_Aim of the exercise:_ From the entries, filter out every line that lacks "Duke" and copy the rest.

_Records to process:_
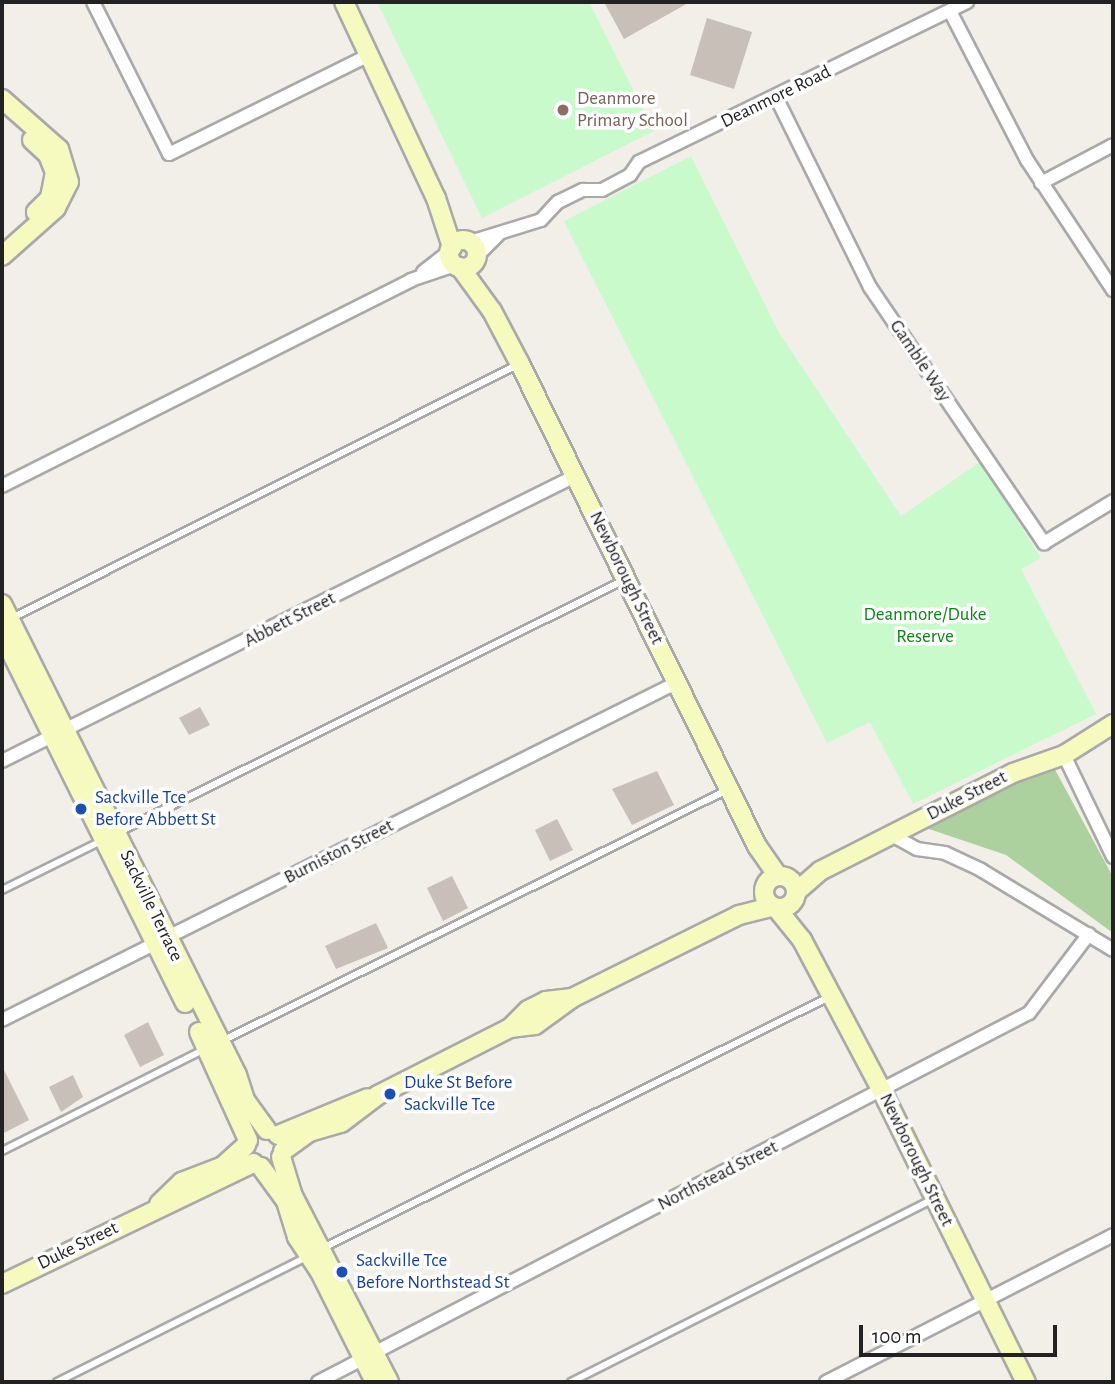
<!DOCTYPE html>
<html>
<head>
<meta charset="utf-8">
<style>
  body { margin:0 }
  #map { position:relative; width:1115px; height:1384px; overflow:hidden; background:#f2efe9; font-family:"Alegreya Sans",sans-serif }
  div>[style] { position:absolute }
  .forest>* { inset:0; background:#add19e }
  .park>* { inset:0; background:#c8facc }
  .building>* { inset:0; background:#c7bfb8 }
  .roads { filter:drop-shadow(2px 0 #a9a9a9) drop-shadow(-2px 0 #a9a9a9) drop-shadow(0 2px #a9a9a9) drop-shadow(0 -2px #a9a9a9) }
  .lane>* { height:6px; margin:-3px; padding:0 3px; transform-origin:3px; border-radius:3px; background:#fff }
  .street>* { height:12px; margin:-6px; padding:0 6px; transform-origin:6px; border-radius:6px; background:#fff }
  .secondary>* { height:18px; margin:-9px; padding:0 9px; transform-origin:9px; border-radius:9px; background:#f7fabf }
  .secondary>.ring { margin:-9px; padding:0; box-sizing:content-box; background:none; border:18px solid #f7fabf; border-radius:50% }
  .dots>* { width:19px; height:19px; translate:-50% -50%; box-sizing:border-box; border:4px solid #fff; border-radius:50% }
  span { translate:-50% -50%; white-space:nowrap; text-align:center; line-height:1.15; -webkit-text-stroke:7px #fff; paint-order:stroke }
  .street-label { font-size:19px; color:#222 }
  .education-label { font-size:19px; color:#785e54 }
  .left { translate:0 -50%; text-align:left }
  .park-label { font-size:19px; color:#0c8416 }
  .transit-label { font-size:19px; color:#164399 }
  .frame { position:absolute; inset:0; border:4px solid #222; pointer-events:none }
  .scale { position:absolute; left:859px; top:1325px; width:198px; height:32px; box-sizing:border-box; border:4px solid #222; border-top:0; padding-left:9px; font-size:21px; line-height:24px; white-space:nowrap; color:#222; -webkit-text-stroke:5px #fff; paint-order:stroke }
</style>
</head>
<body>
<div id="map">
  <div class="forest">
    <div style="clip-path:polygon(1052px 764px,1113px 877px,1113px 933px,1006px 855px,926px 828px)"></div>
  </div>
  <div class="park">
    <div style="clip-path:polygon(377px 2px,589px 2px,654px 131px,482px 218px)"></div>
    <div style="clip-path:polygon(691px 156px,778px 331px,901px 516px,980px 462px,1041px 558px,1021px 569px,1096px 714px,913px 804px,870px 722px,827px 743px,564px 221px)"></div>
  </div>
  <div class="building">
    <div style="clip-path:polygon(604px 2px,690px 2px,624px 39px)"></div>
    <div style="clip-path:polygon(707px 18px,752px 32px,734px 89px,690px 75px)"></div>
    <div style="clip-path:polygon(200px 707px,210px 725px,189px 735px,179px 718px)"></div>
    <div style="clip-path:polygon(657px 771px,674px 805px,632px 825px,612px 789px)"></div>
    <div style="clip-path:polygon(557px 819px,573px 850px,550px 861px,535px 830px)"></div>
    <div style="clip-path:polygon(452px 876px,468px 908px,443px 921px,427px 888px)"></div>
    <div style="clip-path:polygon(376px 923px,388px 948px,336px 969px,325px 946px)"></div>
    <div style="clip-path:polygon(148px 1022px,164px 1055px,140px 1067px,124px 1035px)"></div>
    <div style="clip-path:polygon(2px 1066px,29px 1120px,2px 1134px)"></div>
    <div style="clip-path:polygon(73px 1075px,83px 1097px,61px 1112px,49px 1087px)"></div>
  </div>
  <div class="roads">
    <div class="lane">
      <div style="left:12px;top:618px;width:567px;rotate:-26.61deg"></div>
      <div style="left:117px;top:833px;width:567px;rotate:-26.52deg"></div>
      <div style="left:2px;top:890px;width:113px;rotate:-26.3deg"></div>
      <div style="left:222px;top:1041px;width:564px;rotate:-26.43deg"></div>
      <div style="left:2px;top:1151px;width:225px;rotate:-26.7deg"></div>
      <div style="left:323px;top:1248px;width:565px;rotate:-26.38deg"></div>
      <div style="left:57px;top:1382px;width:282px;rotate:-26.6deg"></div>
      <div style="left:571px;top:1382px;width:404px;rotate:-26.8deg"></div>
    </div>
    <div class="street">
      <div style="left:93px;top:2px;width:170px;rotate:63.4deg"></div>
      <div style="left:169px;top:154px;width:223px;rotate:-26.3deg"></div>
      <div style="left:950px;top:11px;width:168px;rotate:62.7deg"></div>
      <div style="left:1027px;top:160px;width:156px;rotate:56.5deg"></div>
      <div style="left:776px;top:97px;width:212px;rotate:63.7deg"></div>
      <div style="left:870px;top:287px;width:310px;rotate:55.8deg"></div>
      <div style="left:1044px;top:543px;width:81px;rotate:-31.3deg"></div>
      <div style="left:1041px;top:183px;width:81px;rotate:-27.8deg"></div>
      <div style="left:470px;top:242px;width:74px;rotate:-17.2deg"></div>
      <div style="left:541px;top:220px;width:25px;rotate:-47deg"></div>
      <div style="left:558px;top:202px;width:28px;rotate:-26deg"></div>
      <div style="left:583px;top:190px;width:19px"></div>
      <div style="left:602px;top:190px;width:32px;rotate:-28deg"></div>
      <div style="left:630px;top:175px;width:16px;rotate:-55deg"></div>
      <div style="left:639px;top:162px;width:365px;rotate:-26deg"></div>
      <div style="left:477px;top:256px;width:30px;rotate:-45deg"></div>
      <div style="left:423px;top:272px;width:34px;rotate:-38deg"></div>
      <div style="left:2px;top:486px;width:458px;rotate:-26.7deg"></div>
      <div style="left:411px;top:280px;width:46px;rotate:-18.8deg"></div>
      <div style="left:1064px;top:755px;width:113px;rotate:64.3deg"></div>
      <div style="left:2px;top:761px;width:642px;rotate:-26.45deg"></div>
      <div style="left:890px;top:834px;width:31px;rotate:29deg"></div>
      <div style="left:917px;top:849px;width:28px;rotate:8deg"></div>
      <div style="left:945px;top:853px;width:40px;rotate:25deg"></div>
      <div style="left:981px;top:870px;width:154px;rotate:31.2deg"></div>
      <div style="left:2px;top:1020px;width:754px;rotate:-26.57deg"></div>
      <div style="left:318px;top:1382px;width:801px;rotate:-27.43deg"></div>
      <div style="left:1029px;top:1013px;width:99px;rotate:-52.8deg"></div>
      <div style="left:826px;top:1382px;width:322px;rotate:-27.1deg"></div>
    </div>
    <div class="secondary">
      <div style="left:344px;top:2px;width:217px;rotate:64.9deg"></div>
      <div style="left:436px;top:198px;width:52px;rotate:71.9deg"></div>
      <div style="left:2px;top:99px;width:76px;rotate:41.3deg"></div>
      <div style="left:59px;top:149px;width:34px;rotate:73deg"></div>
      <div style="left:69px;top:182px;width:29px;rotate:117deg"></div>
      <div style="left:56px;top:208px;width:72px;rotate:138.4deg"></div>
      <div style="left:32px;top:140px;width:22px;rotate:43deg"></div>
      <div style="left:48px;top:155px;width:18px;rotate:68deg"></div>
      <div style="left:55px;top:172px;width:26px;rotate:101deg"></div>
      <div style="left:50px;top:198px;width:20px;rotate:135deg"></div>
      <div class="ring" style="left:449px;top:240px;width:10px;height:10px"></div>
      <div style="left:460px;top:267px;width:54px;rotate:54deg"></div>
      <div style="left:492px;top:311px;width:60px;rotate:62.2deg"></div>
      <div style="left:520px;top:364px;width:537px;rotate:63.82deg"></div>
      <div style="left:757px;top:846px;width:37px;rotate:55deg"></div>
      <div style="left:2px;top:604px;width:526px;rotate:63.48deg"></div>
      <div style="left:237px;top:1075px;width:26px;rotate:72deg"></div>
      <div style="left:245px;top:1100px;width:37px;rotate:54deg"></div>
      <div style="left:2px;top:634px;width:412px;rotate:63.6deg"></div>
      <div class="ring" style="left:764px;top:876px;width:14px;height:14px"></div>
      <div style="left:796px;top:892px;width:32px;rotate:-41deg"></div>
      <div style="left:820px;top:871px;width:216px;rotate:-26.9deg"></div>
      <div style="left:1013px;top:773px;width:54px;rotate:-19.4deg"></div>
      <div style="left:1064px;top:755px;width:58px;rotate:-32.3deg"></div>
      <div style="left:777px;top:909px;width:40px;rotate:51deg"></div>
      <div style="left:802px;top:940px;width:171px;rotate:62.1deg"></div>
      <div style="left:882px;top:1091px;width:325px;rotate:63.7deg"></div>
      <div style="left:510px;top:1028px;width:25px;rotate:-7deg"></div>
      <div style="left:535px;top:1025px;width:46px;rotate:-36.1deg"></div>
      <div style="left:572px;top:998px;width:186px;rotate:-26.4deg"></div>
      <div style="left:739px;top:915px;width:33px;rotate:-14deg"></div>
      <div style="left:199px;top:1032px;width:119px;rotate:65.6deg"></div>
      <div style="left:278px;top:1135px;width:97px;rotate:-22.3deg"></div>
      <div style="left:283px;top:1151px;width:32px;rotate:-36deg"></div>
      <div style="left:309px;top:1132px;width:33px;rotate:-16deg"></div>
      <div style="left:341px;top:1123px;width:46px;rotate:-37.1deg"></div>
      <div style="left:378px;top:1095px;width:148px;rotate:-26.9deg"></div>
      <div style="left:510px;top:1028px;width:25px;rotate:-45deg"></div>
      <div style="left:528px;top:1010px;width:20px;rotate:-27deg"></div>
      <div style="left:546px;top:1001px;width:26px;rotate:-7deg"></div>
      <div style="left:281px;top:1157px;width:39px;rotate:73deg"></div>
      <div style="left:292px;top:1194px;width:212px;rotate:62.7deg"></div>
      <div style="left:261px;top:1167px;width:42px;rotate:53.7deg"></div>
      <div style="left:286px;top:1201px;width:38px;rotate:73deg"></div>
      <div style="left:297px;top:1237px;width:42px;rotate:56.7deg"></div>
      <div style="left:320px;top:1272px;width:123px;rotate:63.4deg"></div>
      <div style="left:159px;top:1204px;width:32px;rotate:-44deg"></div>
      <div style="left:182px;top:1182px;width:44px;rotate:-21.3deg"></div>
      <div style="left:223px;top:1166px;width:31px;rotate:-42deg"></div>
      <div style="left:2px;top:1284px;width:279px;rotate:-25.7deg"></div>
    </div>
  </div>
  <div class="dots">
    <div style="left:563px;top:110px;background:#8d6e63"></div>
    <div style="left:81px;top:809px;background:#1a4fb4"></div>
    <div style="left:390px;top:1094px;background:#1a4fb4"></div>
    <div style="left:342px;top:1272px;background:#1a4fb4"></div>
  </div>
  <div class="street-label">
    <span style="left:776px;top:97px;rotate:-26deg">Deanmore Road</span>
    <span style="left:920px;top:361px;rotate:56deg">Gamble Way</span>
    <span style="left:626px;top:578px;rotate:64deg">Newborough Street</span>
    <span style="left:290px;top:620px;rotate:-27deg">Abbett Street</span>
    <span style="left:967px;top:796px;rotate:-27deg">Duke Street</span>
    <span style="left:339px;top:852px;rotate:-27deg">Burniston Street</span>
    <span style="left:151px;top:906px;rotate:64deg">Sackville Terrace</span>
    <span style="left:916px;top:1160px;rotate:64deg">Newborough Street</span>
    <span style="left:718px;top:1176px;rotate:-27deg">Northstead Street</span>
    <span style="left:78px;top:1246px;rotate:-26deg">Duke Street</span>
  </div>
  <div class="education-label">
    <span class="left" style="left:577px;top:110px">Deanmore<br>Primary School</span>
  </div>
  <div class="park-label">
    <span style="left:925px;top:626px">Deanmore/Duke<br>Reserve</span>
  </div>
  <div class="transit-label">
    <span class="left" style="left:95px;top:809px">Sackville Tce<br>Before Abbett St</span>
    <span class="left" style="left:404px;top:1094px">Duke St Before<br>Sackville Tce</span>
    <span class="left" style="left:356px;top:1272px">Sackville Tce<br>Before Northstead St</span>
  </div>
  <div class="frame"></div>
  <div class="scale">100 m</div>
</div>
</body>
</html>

_Answer to this problem:_
    <span style="left:967px;top:796px;rotate:-27deg">Duke Street</span>
    <span style="left:78px;top:1246px;rotate:-26deg">Duke Street</span>
    <span style="left:925px;top:626px">Deanmore/Duke<br>Reserve</span>
    <span class="left" style="left:404px;top:1094px">Duke St Before<br>Sackville Tce</span>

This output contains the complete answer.